Women want an opportunity to be heard, to ask questions — especially “dumb” questions with answers that are obvious to experienced sales clerks — without having to fear embarrassment. (If they wanted that treatment, she suggested, most women would simply ask their husbands for help and training.)

Finally, women want to build a relationship. Women are “all about relationships,” and if you can promote this in your store or club or even as a manufacturer, maybe through special training classes and social media, you will quickly earn their loyalty.

“When I began thinking about purchasing and carrying a gun several years ago,” Lightfoot wrote, “there was no single resource for a woman gun owner and shooter. I was frustrated and disappointed to discover that there were so few resources out there that provided straightforward and complete information, and products geared specifically toward me as a woman gun owner in this male-driven industry. The information I did find was often condescending and sometimes downright insulting. They simply weren’t talking to me or meeting my needs as a woman interested in gun ownership.”

Lightfoot also took part in a panel discussion with freelance writer and editor Barbara Baird of Women’s Outdoor News, Judy Rhodes of DIVA: Women Outdoors Worldwide and Julianna Crowder of A Girl and A Gun Women’s Shooting League.

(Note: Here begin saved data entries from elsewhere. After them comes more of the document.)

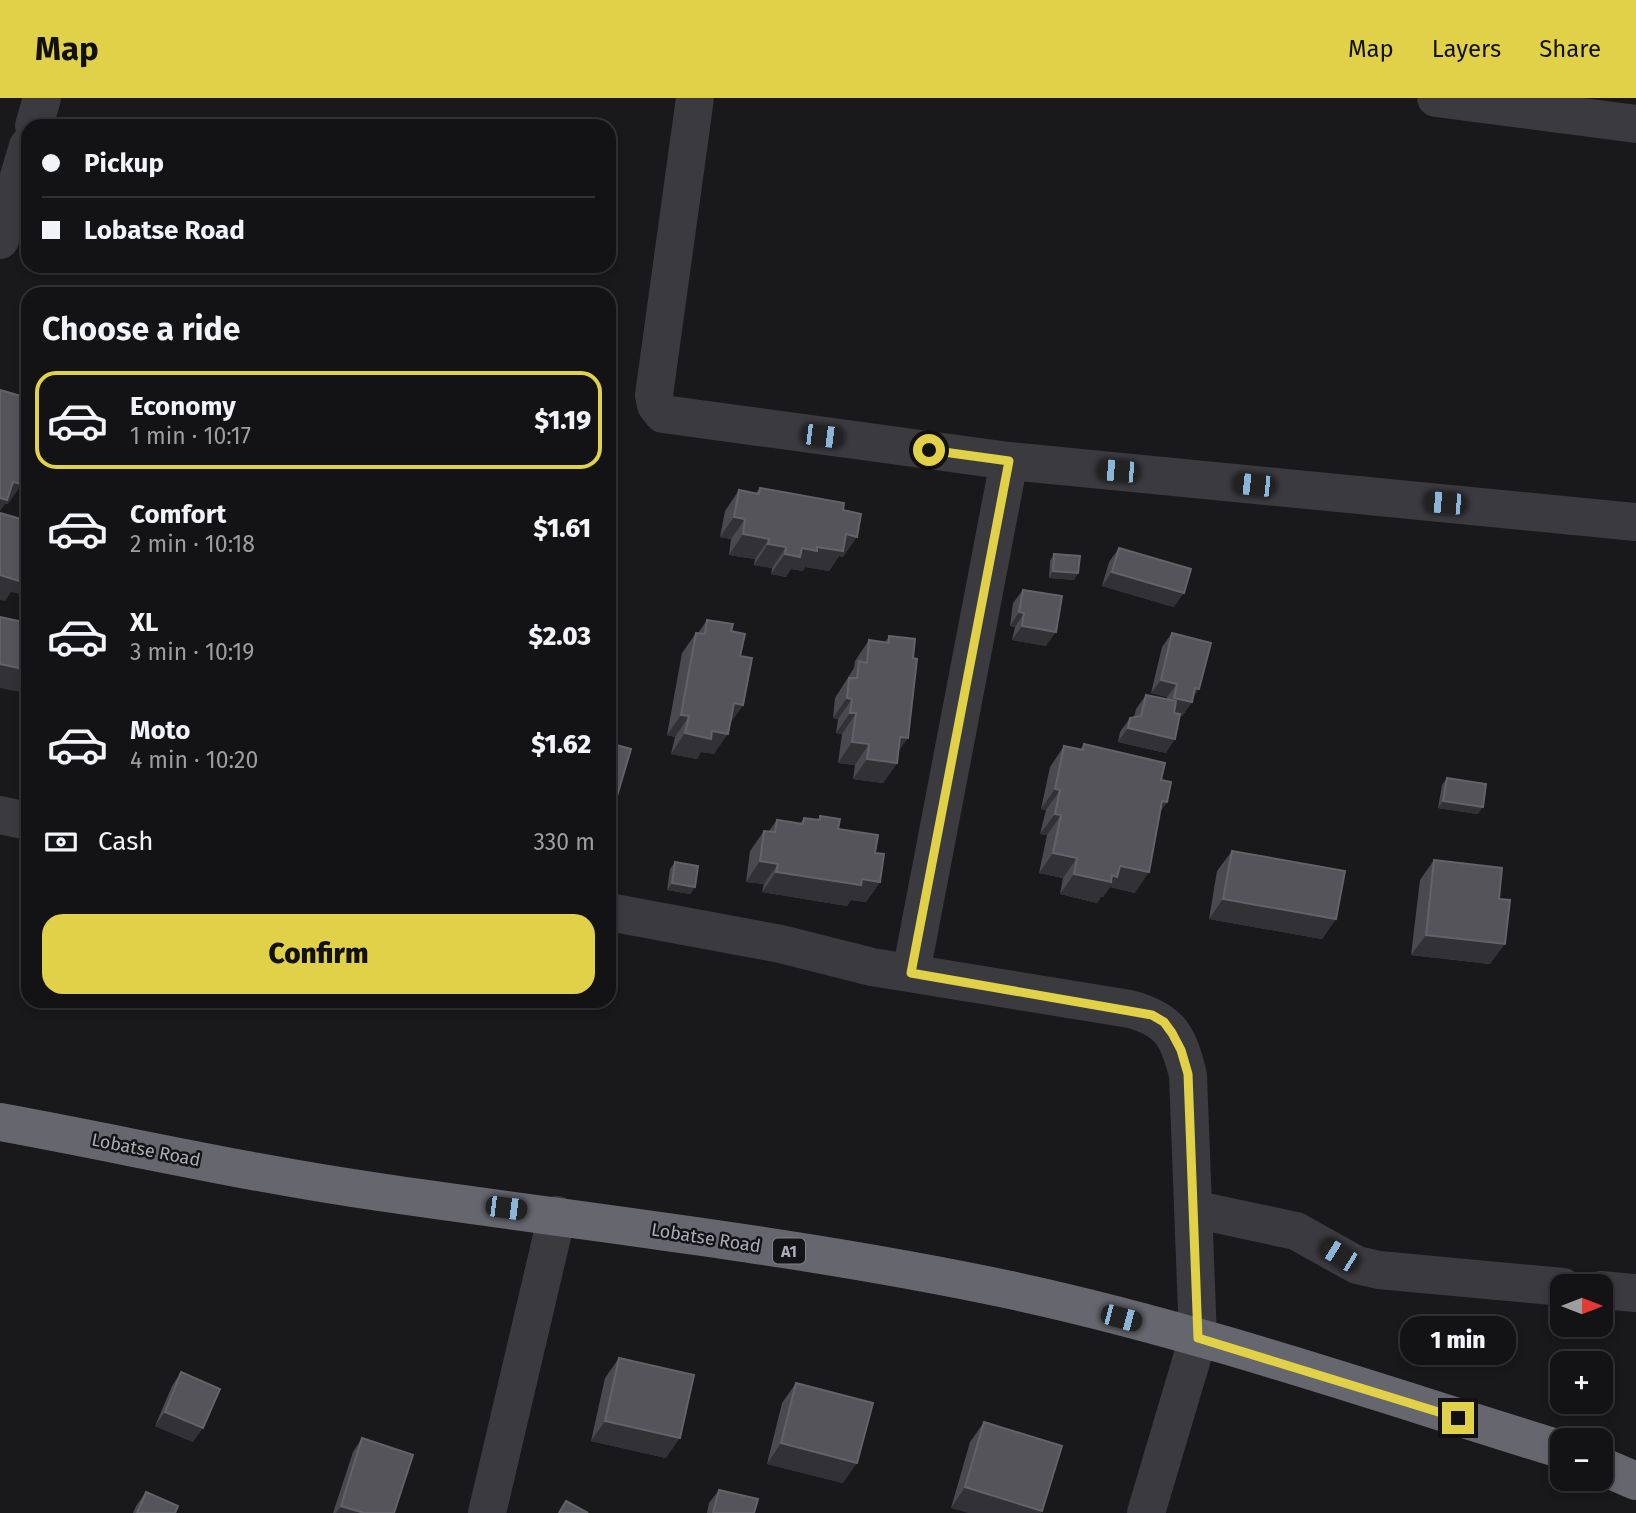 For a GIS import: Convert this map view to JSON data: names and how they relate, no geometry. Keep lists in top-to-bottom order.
{
  "streets": {
    "highway": ["Lobatse Road", "A1"]
  },
  "north": "right",
  "page": {
    "header": "Map",
    "nav": ["Map", "Layers", "Share"],
    "banner": ["Pickup", "Lobatse Road"],
    "heading": "Choose a ride",
    "list": [
      {
        "name": "Economy",
        "note": "1 min · 10:17",
        "value": "$1.19"
      },
      {
        "name": "Comfort",
        "note": "2 min · 10:18",
        "value": "$1.61"
      },
      {
        "name": "XL",
        "note": "3 min · 10:19",
        "value": "$2.03"
      },
      {
        "name": "Moto",
        "note": "4 min · 10:20",
        "value": "$1.62"
      }
    ],
    "pay": ["Cash", "330 m"],
    "buttons": "Confirm",
    "map_buttons": ["+", "−"],
    "bubble": "1 min"
  }
} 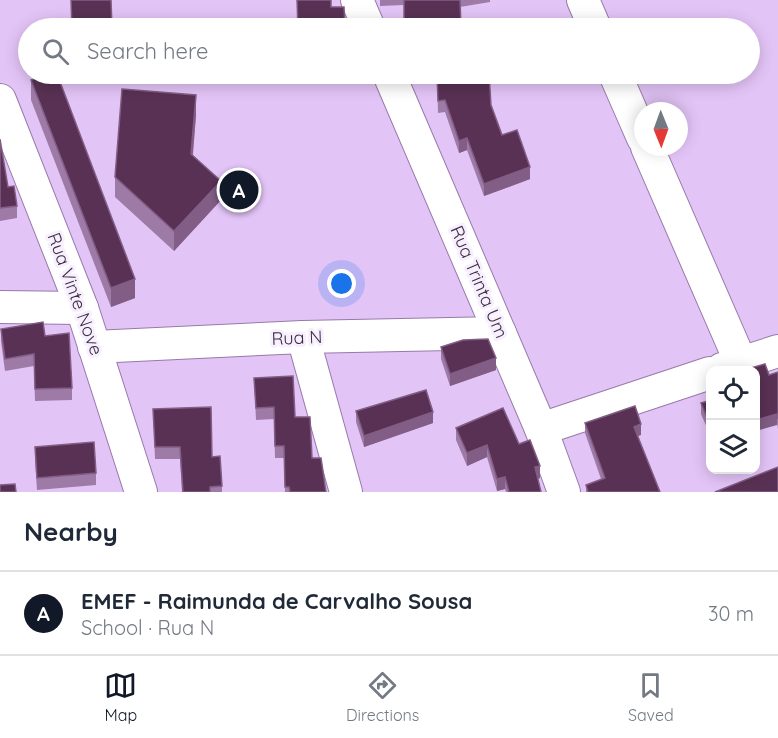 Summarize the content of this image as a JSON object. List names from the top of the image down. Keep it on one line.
{"streets":{"street":["Rua Trinta Um","Rua Vinte Nove","Rua N"]},"crossings":[["Rua Trinta Um","Rua N"],["Rua Vinte Nove","Rua N"]],"north":"bottom","page":{"search":"Search here","pins":"A","heading":"Nearby","list":[{"mark":"A","name":"EMEF - Raimunda de Carvalho Sousa","note":"School · Rua N","value":"30 m"}],"nav":["Map","Directions","Saved"]}} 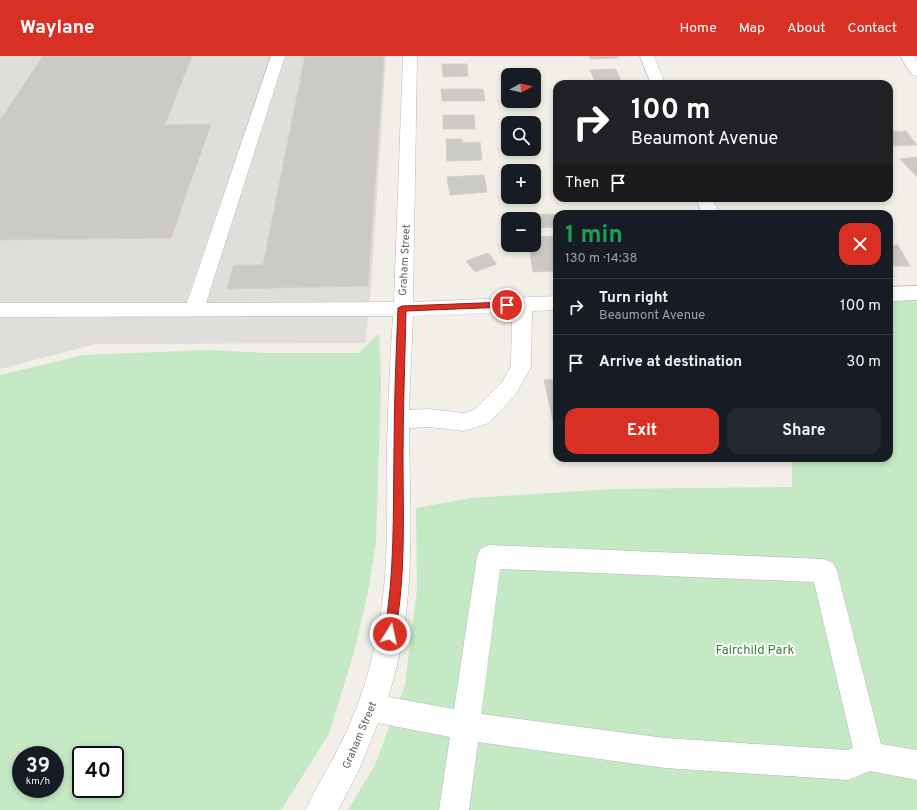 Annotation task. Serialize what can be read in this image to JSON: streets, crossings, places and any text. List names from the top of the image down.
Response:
{
  "streets": {
    "street": ["Graham Street"]
  },
  "parks": ["Fairchild Park"],
  "north": "right",
  "page": {
    "header": "Waylane",
    "nav": [
      "Home",
      "Map",
      "About",
      "Contact"
    ],
    "map_buttons": ["+", "−"],
    "turn": ["100 m", "Beaumont Avenue"],
    "then": "Then",
    "heading": ["1 min", "130 m · 14:38"],
    "list": [
      {
        "name": "Turn right",
        "note": "Beaumont Avenue",
        "value": "100 m"
      },
      {
        "name": "Arrive at destination",
        "value": "30 m"
      }
    ],
    "buttons": ["Exit", "Share"],
    "speed": "39 km/h",
    "limit": "40"
  }
} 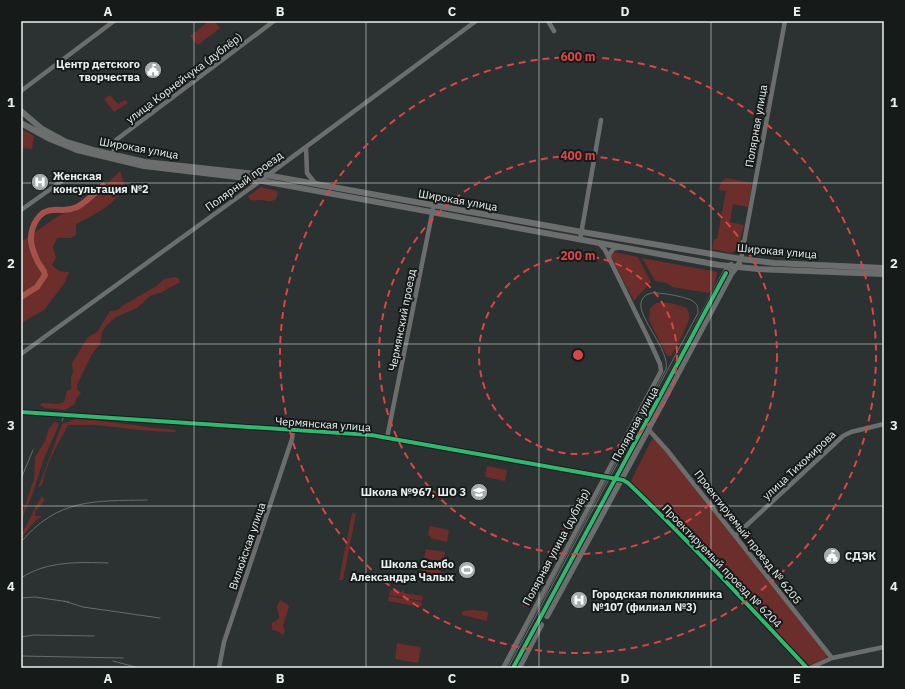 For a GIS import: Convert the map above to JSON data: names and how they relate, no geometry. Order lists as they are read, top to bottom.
{
  "streets": {
    "main road": ["Полярная улица", "Широкая улица"],
    "street": [
      "улица Корнейчука (дублёр)",
      "Полярный проезд",
      "Чермянский проезд",
      "Чермянская улица",
      "улица Тихомирова",
      "Проектируемый проезд № 6205",
      "Вилюйская улица",
      "Полярная улица (дублёр)",
      "Проектируемый проезд № 6204"
    ]
  },
  "crossings": [
    ["улица Корнейчука (дублёр)", "Широкая улица"],
    ["Полярная улица", "Широкая улица"],
    ["Полярная улица", "Чермянская улица"],
    ["Полярная улица", "Проектируемый проезд № 6205"],
    ["Полярная улица", "Проектируемый проезд № 6204"],
    ["Широкая улица", "Полярный проезд"],
    ["Широкая улица", "Чермянский проезд"],
    ["Чермянский проезд", "Чермянская улица"],
    ["Чермянская улица", "Вилюйская улица"],
    ["Чермянская улица", "Полярная улица (дублёр)"],
    ["Чермянская улица", "Проектируемый проезд № 6204"],
    ["улица Тихомирова", "Проектируемый проезд № 6205"]
  ],
  "places": {
    "public building": ["Центр детского творчества", "СДЭК"],
    "hospital": ["Женская консультация №2", "Городская поликлиника №107 (филиал №3)"],
    "school or university": ["Школа №967, ШО 3"],
    "sports": ["Школа Самбо Александра Чалых"]
  },
  "grid": {
    "columns": [
      "A",
      "B",
      "C",
      "D",
      "E"
    ],
    "rows": [
      "1",
      "2",
      "3",
      "4"
    ]
  },
  "rings": ["600 m", "400 m", "200 m"]
}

Crowder, as it turns out, made one of the fundamental comments of the session: “If mom is shooting, the whole family is shooting.” And thus millions of new customers, new shooting sports participants and supporters are searching for a way to help preserve and expand hunting, shooting and outdoor opportunities in America.

The NSSF presented an industry summit that was drenched in significant, sometimes exciting and sometimes alarming data. But as Mattison pointed out, it isn’t data that moves people to action; stories move people to action.

And so to protect and preserve the future of the shooting sports in America, it is time that we begin to rewrite our own story.